De la nécessité de responsabiliser les parents
Insistant sur l’importance de consigner dans ce projet l’obligation d’engager des poursuites judiciaires à l’encontre des maris qui ne payent pas les pensions alimentaires, elle a relevé que si le projet était dépourvu de ce mécanisme contraignant, l’Etat qui se substituerait au père risquerait de provoquer et d’encourager une déresponsabilisation parentale.
«Aujourd’hui, nous faisons face à des drames familiaux. Pour de nombreuses raisons, les maris ne peuvent verser de pensions, ce qui crée des conflits autour des enfants puisque c’est à la femme de faire appel à la justice afin d’obtenir gain de cause. En outre, certains pères qui sont dans une logique revancharde et qui jugent que la pension ira à la femme et non pas aux enfants ont instauré une tactique bien rodée. Pour éviter toute poursuite au motif d’abandon familial, ils envoient le mandat à une fausse adresse. Le mandat n’arrive pas et la banque les appelle afin de récupérer leur argent. La femme se retrouve de nouveau dans l’engrenage de la justice, elle perd du temps et la relation parentale en est affectée. L’enfant peut être l’otage d’un chantage alors que c’est son intérêt qui prime», a-t-elle souligné, ajoutant que bien souvent, le montant fixé par le magistrat est symbolique mais il rappelle au bon souvenir du mari sa parentalité.
Selon elle, à l’heure où la société algérienne enregistre un nombre de divorces en constante augmentation, il est temps de mettre un terme à la discrimination envers les femmes divorcées.
«Pour éviter les confrontations, il serait plus pertinent que lorsque la femme est en possession de preuves démontrant le non-paiement des pensions, la justice saisisse directement le fonds d’aide afin que la femme puisse percevoir son dû et en parallèle, c’est la justice qui engagerait des poursuites à l’encontre des maris. Il ne faudrait plus que ce soit la femme qui le poursuive de la sorte, entre les deux, une relation moins ombrageuse s’instaurerait», a-t-elle préconisé.
Pour sa part, Mme Nadia Aït Zaï, spécialiste en droit de la famille, a expliqué que le projet était clair et qu’il n’était l’objet d’aucune ambiguïté quant aux poursuites judiciaires.
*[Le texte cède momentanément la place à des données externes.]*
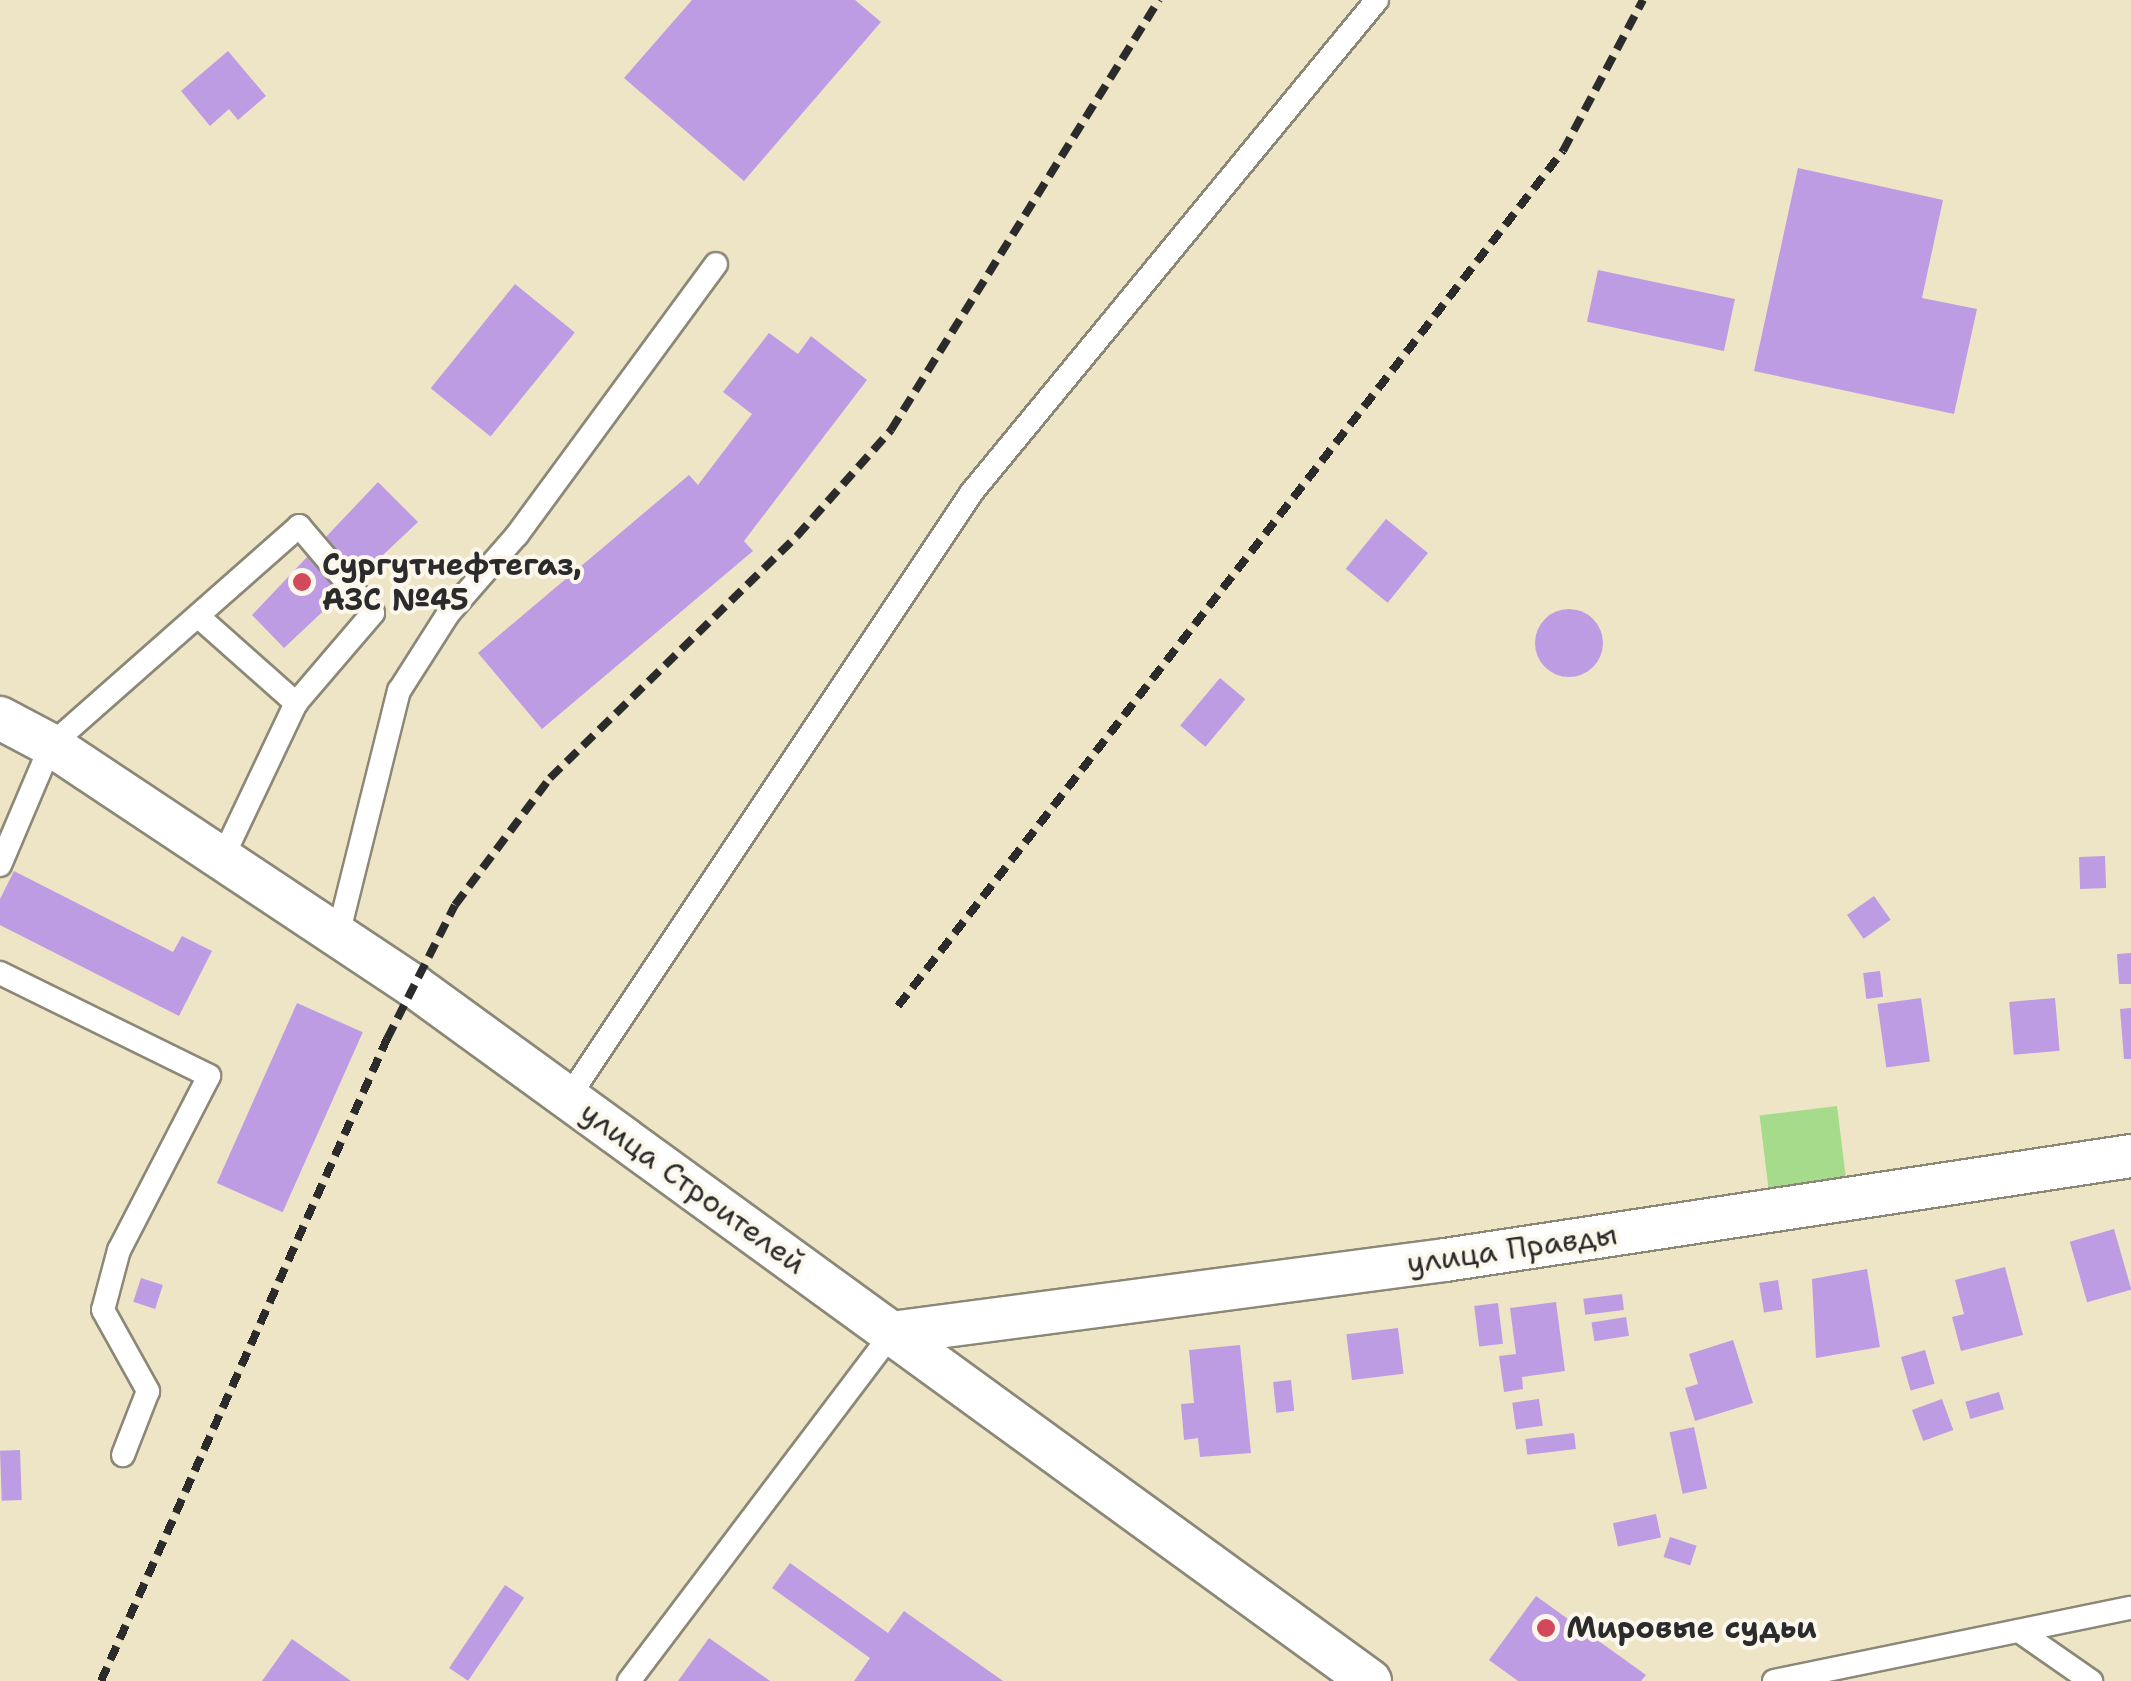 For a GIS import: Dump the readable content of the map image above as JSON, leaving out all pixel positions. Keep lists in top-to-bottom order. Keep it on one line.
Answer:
{"streets":{"street":["улица Строителей","улица Правды"]},"crossings":[["улица Строителей","улица Правды"]],"places":["Сургутнефтегаз, АЗС №45","Мировые судьи"]} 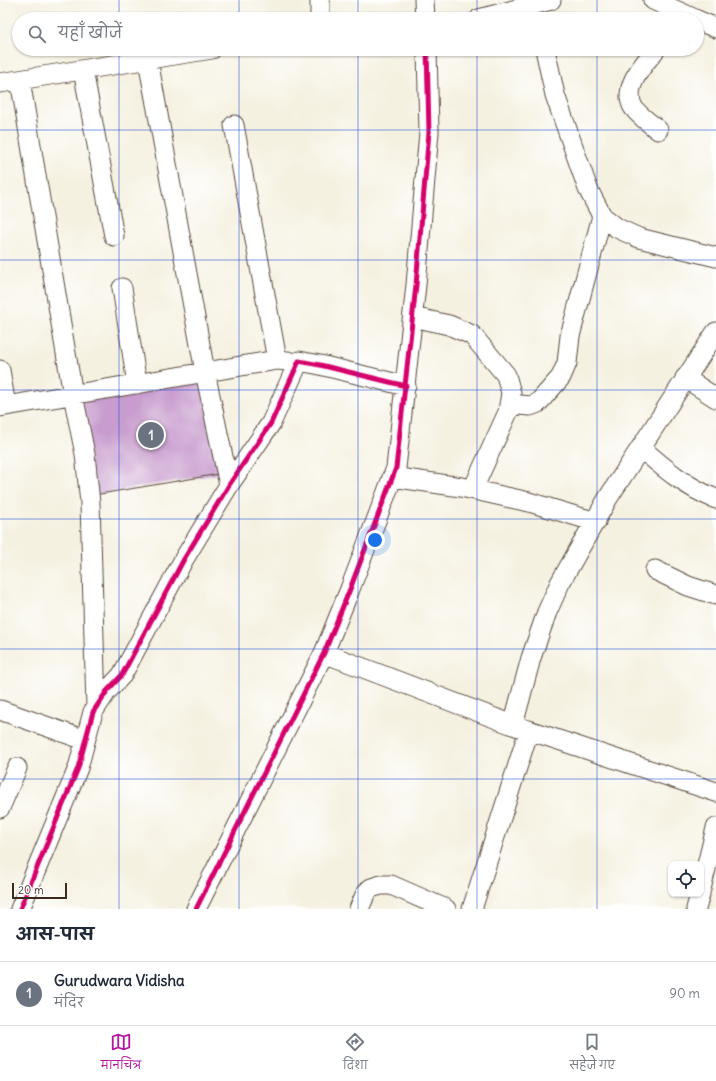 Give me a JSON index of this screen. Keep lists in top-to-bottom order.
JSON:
{
  "scale_bar": "20 m",
  "page": {
    "search": "यहाँ खोजें",
    "pins": "1",
    "scale": "20 m",
    "heading": "आस-पास",
    "list": [
      {
        "mark": "1",
        "name": "Gurudwara Vidisha",
        "note": "मंदिर",
        "value": "90 m"
      }
    ],
    "nav": ["मानचित्र", "दिशा", "सहेजे गए"]
  }
} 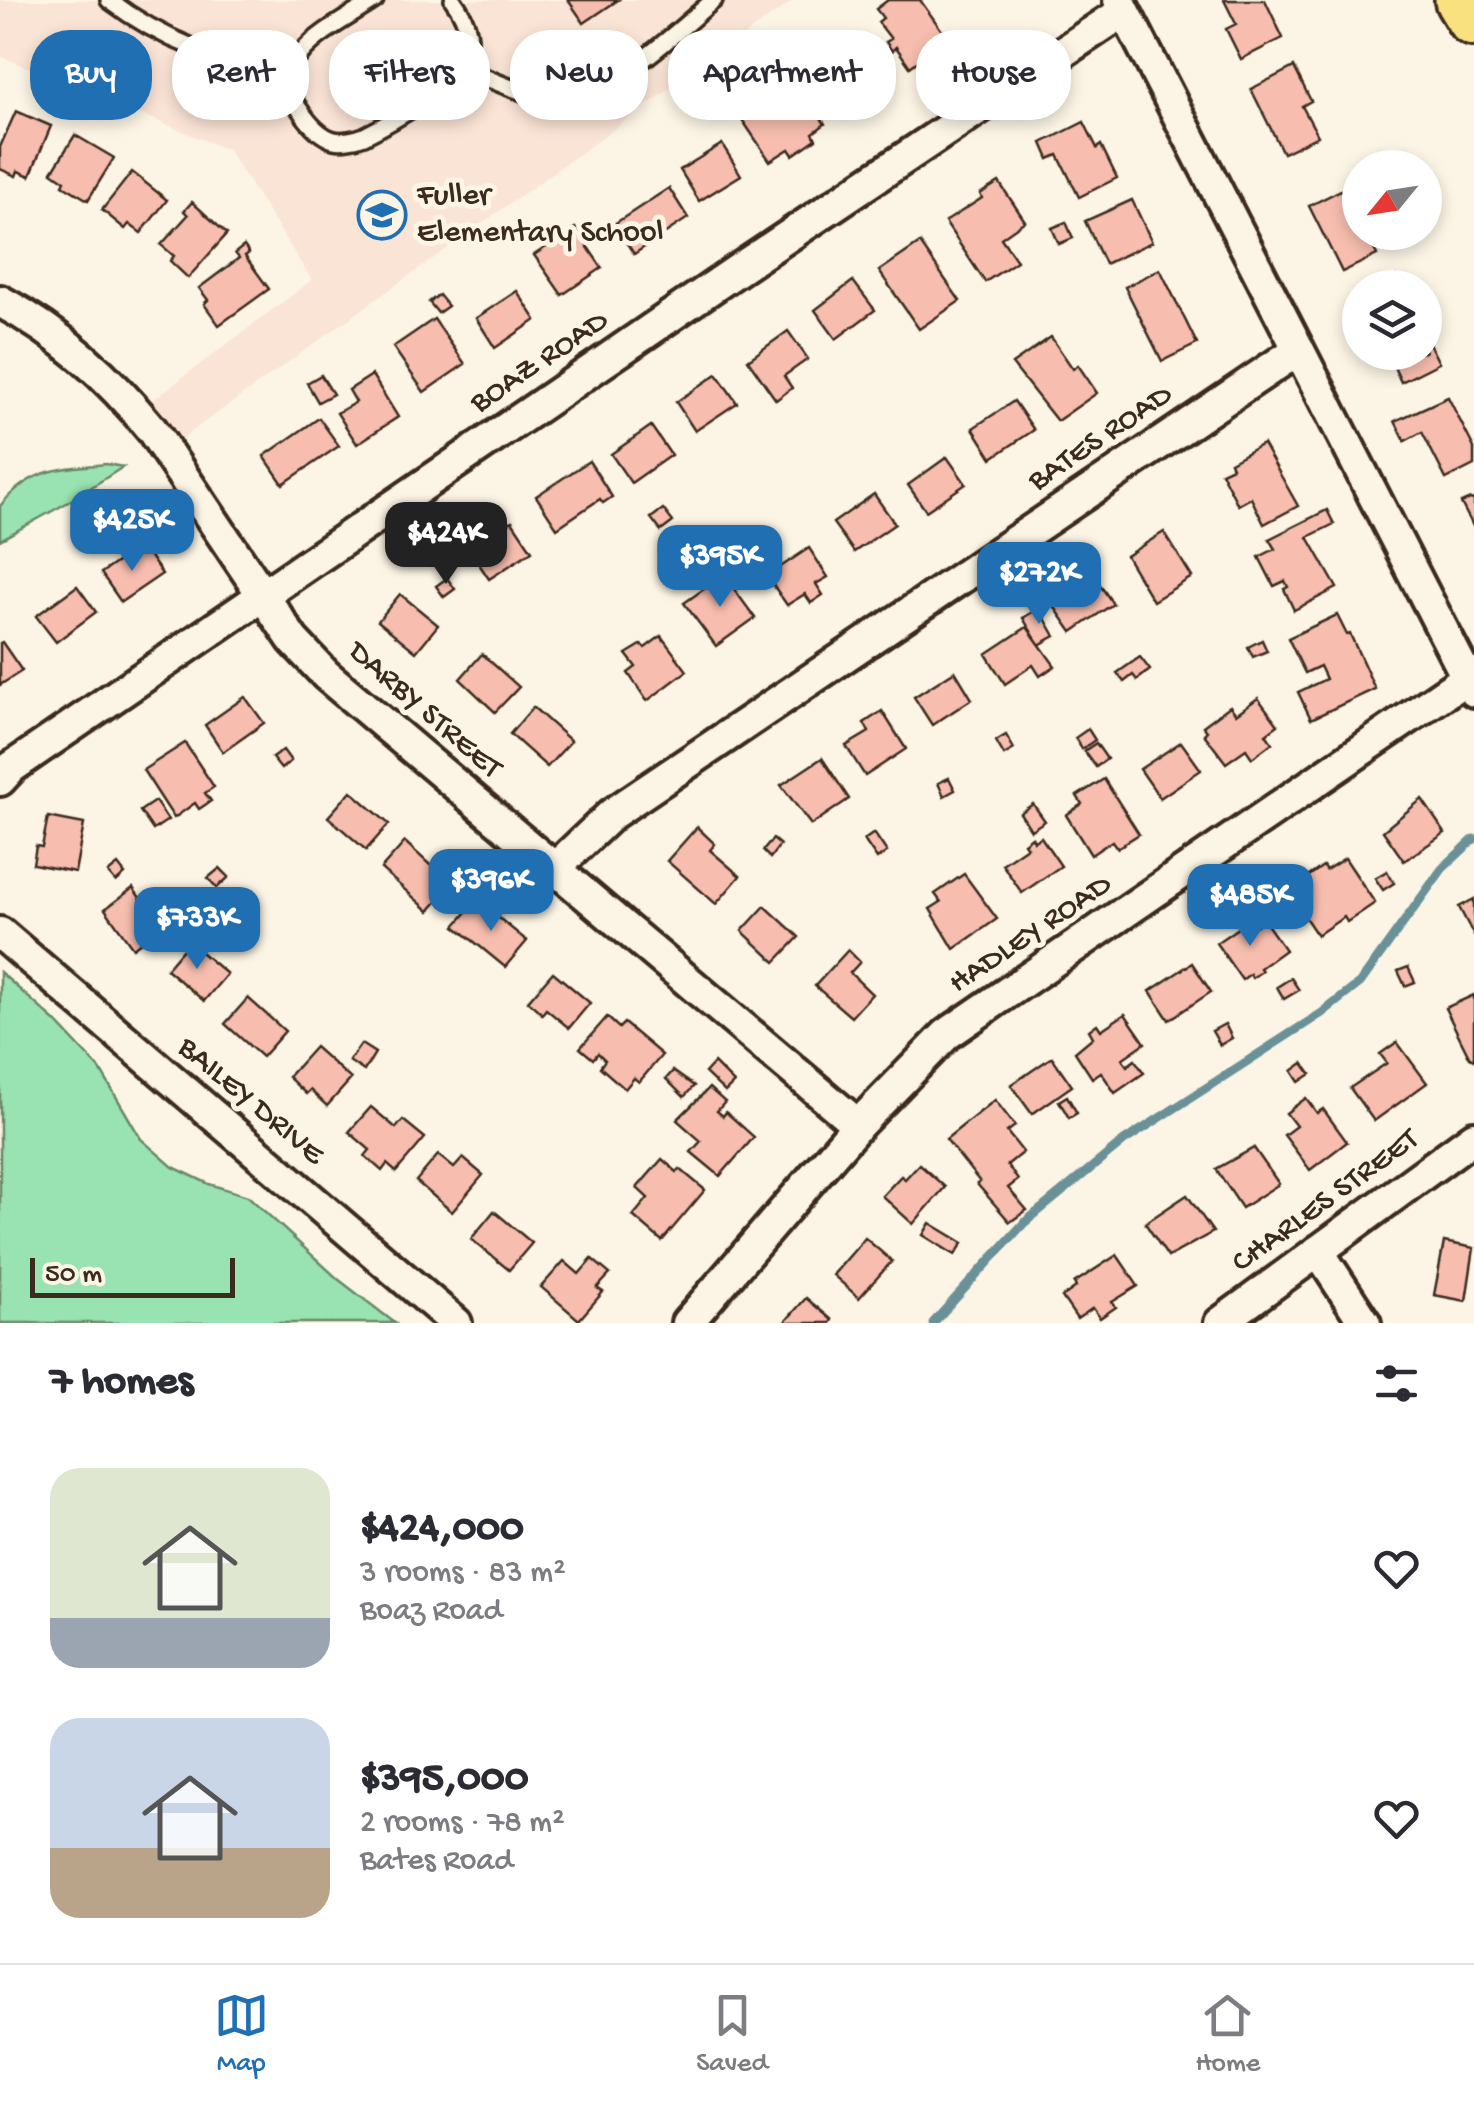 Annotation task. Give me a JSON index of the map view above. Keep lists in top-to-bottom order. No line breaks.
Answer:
{"streets":{"street":["BOAZ ROAD","BATES ROAD","DARBY STREET","HADLEY ROAD","BAILEY DRIVE","CHARLES STREET"]},"crossings":[["BOAZ ROAD","DARBY STREET"],["BATES ROAD","DARBY STREET"],["DARBY STREET","HADLEY ROAD"]],"places":{"school or university":["Fuller Elementary School"]},"scale_bar":"50 m","north":"bottom left","page":{"chip":["Buy","Rent","Filters","New","Apartment","House"],"price":["$425K","$424K","$395K","$272K","$396K","$485K","$733K"],"scale":"50 m","heading":"7 homes","list":[{"name":"$424,000","note":"3 rooms · 83 m² · Boaz Road"},{"name":"$395,000","note":"2 rooms · 78 m² · Bates Road"}],"tabs":["Map","Saved","Home"]}}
«Pour le recouvrement de la pension alimentaire, la loi existe. Les époux sont condamnés à payer et si la femme ne recouvre pas son droit, le fonds s’implique. Ce projet, nous l’appelons de nos vœux car il soulage la femme de toutes les procédures judiciaires. Cette aide n’est pas gratuite et elle n’est pas un cadeau pour les maris. Il est évident que le fonds se retournera contre le mari pour récupérer son argent, d’autant qu’il dispose de davantage de facilités pour faire une saisie sur salaire. Pour la femme, c’est le parcours du combattant», a-t-elle relevé, soulignant qu’il est urgent d’instaurer ce projet, d’autant que l’Algérie est le dernier pays du Maghreb à l’appliquer.